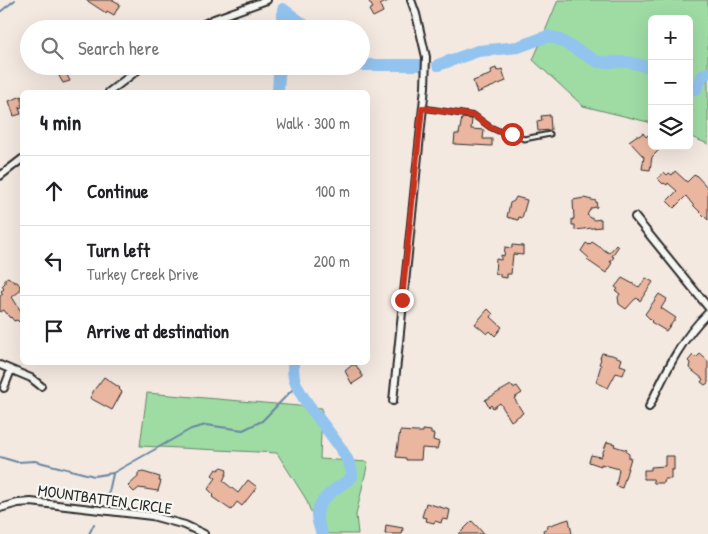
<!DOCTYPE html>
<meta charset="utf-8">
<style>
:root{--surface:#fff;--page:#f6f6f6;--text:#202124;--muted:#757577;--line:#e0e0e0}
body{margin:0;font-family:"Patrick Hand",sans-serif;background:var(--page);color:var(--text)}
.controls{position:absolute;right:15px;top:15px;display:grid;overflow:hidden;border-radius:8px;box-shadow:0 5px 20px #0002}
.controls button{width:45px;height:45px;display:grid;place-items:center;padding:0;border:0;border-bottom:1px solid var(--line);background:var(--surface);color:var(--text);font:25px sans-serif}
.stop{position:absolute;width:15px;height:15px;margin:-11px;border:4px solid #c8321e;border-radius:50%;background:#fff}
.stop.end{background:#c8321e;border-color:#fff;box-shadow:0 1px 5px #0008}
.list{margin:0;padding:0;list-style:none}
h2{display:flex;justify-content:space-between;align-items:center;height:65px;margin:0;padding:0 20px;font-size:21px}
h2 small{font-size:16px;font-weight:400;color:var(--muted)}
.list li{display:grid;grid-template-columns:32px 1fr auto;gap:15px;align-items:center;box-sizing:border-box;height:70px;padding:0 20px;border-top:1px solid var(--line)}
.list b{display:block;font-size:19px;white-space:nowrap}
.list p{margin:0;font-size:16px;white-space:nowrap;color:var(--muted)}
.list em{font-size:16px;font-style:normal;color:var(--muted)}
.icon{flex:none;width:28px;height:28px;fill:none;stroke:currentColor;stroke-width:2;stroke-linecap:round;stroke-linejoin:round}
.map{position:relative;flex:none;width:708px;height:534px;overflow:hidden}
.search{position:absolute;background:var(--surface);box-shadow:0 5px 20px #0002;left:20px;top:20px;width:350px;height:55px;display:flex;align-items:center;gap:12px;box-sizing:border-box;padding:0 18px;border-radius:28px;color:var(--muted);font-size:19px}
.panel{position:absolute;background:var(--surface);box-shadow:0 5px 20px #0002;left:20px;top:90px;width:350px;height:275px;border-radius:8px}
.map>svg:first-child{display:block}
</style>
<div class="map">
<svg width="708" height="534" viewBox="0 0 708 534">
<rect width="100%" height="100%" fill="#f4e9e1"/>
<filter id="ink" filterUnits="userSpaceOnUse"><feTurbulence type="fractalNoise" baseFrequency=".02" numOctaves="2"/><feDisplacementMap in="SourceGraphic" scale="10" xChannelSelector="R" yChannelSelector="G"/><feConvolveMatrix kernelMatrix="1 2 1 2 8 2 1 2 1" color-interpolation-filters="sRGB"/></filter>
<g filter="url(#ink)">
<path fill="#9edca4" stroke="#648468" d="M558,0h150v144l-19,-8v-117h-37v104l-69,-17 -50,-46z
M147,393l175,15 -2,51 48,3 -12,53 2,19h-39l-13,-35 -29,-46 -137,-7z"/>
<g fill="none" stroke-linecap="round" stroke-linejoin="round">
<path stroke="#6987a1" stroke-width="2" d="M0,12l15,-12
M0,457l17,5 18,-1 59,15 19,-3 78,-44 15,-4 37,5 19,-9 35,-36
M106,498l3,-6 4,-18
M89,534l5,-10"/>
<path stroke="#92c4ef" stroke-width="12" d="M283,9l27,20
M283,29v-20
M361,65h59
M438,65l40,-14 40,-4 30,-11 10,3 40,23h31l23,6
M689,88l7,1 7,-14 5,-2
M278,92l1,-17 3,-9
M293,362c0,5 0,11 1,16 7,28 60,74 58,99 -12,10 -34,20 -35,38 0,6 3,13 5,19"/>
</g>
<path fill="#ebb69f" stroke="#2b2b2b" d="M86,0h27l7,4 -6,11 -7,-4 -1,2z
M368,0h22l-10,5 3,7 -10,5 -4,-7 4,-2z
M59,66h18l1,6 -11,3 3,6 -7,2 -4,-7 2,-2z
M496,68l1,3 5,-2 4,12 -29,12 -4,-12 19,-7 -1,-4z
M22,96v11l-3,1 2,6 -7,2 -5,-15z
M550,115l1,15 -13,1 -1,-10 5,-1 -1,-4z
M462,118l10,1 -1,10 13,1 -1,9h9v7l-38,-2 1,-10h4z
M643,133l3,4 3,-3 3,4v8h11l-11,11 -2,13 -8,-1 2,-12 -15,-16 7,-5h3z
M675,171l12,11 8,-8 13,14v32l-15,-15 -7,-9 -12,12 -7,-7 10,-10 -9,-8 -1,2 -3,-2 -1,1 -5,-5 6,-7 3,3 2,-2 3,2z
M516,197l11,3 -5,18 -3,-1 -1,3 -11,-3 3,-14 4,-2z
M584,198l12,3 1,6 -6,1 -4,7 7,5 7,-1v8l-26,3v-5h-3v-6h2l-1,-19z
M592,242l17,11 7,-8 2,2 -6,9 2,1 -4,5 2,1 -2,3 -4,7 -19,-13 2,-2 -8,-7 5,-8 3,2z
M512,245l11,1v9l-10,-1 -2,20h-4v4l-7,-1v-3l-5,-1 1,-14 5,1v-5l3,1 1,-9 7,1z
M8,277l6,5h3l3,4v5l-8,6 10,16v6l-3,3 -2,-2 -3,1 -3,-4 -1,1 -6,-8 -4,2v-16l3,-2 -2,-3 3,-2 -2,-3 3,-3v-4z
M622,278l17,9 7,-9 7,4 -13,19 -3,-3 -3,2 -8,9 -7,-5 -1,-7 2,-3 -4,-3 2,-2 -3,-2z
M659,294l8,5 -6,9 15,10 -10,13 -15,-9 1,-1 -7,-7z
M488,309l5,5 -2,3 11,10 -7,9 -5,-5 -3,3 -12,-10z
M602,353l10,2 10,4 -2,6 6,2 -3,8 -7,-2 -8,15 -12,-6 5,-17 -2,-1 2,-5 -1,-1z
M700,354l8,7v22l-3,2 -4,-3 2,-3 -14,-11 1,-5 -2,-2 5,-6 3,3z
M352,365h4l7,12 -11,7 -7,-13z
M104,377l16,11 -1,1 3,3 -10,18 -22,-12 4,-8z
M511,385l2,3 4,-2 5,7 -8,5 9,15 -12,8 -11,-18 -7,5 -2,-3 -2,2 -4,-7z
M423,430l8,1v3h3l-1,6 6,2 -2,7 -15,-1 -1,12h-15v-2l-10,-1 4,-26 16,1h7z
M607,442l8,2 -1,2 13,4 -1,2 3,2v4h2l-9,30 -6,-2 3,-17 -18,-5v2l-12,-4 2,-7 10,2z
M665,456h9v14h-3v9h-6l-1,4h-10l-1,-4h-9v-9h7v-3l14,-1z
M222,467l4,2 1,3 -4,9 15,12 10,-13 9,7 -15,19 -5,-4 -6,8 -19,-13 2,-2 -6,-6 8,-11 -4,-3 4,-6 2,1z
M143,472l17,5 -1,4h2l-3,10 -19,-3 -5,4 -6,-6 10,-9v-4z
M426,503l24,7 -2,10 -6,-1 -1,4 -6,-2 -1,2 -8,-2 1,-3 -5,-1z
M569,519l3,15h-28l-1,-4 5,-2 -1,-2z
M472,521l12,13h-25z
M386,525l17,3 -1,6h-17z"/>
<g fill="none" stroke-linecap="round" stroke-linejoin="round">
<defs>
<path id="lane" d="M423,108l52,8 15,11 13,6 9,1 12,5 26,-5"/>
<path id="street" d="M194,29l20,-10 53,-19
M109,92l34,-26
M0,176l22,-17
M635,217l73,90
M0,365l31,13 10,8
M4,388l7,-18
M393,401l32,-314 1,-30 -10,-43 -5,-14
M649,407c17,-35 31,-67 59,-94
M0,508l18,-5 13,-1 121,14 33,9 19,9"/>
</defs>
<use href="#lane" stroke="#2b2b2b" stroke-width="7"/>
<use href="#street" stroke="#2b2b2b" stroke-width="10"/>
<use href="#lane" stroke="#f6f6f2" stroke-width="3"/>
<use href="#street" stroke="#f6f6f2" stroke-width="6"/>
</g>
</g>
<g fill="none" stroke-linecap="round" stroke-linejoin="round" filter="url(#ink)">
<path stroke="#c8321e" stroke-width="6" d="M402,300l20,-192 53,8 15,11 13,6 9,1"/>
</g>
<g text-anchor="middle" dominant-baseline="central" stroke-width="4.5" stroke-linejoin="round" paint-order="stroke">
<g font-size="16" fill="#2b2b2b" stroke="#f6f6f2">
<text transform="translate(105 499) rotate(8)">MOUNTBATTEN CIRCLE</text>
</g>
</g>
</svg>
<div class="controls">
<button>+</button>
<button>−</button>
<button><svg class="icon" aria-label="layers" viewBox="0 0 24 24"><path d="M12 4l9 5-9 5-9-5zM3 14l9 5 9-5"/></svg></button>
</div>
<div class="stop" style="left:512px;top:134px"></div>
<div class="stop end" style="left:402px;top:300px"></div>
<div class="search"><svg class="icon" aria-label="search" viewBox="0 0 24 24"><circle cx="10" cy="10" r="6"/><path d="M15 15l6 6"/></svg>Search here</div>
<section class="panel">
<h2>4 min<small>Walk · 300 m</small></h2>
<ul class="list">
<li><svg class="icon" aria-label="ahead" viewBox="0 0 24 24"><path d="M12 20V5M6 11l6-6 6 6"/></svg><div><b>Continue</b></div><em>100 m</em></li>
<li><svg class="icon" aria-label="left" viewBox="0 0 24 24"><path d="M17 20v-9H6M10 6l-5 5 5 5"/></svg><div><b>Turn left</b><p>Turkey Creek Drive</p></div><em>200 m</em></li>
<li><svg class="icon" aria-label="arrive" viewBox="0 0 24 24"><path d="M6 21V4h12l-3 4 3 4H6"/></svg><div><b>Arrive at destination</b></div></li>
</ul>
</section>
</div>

--

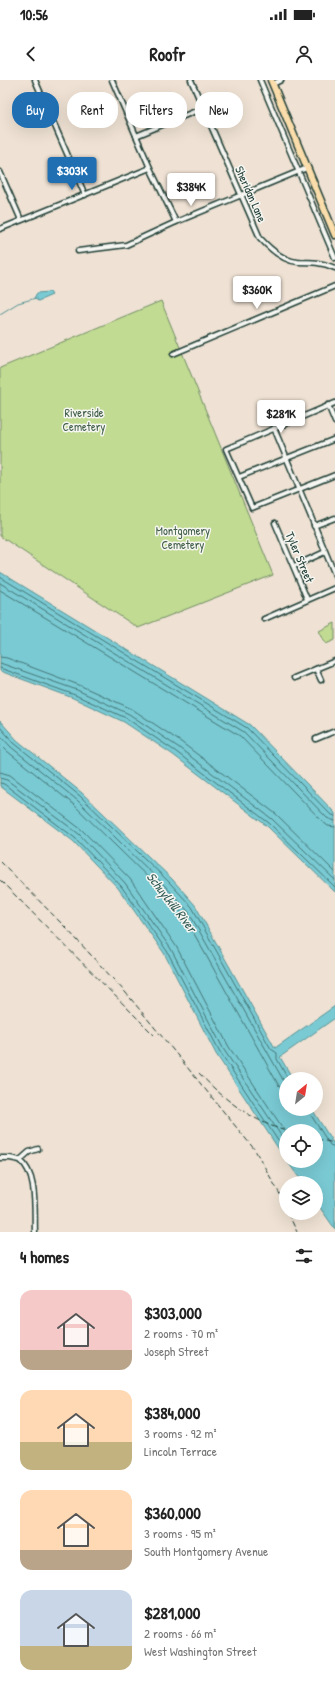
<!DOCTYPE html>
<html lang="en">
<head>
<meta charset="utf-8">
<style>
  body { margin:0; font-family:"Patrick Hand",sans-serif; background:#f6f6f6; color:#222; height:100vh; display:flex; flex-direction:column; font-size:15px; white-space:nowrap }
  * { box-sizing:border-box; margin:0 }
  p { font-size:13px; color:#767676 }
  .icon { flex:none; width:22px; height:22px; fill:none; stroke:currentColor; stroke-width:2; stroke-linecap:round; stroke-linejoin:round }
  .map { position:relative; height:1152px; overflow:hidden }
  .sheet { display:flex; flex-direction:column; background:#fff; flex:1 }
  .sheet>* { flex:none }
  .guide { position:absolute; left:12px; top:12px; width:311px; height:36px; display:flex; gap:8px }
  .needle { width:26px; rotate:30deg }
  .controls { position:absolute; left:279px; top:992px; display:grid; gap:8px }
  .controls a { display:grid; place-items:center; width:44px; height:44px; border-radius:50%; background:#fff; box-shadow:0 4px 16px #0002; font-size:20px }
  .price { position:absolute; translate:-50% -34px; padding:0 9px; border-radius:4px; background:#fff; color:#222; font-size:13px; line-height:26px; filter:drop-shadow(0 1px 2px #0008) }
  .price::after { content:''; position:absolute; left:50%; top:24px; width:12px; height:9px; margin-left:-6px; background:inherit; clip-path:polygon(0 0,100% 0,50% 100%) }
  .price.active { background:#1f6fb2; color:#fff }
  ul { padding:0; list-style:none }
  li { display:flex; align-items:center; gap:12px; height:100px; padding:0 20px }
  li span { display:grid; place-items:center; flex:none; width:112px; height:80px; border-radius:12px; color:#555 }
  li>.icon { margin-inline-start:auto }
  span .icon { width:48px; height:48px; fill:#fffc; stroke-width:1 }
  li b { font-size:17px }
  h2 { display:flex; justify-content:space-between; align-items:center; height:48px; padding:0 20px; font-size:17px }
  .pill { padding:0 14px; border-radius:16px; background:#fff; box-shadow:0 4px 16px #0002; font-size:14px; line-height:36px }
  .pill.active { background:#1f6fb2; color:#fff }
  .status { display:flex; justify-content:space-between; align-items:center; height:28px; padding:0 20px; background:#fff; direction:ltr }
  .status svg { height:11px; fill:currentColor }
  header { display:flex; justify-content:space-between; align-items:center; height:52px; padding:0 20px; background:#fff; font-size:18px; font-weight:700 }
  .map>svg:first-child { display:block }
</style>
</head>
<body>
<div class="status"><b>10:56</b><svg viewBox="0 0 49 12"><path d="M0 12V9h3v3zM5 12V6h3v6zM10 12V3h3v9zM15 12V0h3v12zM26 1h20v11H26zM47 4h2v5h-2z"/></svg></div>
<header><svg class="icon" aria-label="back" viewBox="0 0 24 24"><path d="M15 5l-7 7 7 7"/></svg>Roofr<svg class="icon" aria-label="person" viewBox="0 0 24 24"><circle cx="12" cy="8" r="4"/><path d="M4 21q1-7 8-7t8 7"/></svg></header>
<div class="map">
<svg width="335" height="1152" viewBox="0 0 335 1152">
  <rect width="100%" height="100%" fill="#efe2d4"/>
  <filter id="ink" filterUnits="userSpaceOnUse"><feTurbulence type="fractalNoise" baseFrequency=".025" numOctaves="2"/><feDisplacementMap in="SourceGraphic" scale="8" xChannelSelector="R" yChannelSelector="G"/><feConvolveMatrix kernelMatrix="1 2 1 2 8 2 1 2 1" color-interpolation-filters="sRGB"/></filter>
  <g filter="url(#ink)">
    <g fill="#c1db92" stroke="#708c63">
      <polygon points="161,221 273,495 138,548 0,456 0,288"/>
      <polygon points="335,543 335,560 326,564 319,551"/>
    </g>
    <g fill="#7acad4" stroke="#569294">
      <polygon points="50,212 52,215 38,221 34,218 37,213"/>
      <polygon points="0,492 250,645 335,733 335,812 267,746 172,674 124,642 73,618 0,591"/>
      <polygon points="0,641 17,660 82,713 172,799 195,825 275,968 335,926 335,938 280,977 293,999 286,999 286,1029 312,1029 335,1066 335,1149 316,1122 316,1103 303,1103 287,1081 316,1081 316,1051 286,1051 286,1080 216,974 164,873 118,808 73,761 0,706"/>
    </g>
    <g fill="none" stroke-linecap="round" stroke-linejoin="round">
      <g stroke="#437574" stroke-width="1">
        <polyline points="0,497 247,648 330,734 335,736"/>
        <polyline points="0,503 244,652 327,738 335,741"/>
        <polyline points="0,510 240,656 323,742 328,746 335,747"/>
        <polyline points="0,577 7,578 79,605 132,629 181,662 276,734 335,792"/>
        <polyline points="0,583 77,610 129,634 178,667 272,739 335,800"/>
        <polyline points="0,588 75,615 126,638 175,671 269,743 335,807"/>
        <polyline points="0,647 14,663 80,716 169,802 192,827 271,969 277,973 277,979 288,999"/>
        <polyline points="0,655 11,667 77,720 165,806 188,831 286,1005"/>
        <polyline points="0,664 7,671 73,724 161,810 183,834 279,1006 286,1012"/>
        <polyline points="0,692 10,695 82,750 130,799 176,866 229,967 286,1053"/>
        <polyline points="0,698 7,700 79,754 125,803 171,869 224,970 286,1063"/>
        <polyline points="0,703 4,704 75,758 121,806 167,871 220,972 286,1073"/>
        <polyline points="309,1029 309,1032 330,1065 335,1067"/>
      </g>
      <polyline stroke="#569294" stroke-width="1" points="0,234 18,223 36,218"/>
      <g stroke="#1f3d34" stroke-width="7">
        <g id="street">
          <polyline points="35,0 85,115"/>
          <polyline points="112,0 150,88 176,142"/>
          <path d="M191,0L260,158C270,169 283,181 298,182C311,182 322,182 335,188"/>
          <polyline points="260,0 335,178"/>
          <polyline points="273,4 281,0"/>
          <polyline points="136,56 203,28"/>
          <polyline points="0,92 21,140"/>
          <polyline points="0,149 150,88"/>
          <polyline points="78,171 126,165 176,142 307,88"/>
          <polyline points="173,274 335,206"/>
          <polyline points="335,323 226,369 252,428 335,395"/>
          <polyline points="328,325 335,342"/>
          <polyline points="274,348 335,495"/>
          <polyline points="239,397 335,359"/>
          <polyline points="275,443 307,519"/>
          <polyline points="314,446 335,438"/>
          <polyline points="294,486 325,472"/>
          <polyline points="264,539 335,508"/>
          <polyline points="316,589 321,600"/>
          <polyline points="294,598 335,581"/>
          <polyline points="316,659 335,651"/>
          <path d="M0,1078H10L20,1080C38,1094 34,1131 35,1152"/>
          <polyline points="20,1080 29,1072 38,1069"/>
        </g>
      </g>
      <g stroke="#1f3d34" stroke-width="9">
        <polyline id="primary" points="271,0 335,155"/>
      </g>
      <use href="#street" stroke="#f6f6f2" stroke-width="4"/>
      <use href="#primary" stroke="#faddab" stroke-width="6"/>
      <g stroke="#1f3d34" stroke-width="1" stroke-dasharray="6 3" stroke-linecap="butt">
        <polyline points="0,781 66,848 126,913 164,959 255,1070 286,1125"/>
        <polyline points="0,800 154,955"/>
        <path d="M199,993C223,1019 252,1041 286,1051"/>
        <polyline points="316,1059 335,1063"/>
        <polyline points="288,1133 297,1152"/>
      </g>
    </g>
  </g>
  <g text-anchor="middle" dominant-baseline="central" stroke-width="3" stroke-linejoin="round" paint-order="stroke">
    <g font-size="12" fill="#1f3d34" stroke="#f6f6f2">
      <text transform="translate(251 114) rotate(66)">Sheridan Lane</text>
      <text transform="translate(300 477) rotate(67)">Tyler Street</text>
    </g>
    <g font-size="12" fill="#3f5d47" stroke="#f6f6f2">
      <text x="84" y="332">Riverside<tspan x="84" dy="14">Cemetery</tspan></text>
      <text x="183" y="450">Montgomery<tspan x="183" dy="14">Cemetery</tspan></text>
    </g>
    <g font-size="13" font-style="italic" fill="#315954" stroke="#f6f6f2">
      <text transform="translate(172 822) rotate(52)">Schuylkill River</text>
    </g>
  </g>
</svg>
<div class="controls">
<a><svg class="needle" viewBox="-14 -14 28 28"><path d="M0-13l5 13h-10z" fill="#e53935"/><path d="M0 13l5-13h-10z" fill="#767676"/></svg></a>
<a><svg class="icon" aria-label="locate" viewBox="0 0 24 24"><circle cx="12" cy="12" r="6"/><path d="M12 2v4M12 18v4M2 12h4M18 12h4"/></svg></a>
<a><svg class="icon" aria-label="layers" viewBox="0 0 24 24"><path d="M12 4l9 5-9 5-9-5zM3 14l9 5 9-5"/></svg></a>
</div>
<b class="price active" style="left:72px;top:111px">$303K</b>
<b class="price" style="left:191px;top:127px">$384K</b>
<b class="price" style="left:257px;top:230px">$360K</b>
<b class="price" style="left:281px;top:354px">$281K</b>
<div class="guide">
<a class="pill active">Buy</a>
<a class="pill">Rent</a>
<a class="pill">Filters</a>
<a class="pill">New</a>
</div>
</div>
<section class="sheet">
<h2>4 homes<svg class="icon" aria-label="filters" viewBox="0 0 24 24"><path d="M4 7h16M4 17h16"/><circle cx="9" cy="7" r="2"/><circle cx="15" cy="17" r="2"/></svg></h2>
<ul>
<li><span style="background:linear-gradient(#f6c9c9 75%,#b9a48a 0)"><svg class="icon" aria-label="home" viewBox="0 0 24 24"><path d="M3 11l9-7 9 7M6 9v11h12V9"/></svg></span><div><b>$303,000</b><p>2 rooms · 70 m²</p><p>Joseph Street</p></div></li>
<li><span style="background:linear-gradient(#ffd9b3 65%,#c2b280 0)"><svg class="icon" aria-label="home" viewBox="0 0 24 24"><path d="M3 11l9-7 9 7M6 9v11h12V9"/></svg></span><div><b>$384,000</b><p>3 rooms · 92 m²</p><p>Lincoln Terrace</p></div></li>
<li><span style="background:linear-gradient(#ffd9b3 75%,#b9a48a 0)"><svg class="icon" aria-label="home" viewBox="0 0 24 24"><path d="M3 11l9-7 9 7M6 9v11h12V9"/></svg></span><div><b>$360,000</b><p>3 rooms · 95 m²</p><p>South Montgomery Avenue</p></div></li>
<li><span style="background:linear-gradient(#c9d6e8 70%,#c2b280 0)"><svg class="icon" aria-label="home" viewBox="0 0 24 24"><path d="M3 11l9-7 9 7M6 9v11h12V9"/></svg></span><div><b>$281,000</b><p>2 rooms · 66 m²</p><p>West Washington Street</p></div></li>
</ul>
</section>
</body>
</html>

What you should do: Copy out every line in the entries above that holds "feConvolveMatrix".

Written solution:
<filter id="ink" filterUnits="userSpaceOnUse"><feTurbulence type="fractalNoise" baseFrequency=".02" numOctaves="2"/><feDisplacementMap in="SourceGraphic" scale="10" xChannelSelector="R" yChannelSelector="G"/><feConvolveMatrix kernelMatrix="1 2 1 2 8 2 1 2 1" color-interpolation-filters="sRGB"/></filter>
  <filter id="ink" filterUnits="userSpaceOnUse"><feTurbulence type="fractalNoise" baseFrequency=".025" numOctaves="2"/><feDisplacementMap in="SourceGraphic" scale="8" xChannelSelector="R" yChannelSelector="G"/><feConvolveMatrix kernelMatrix="1 2 1 2 8 2 1 2 1" color-interpolation-filters="sRGB"/></filter>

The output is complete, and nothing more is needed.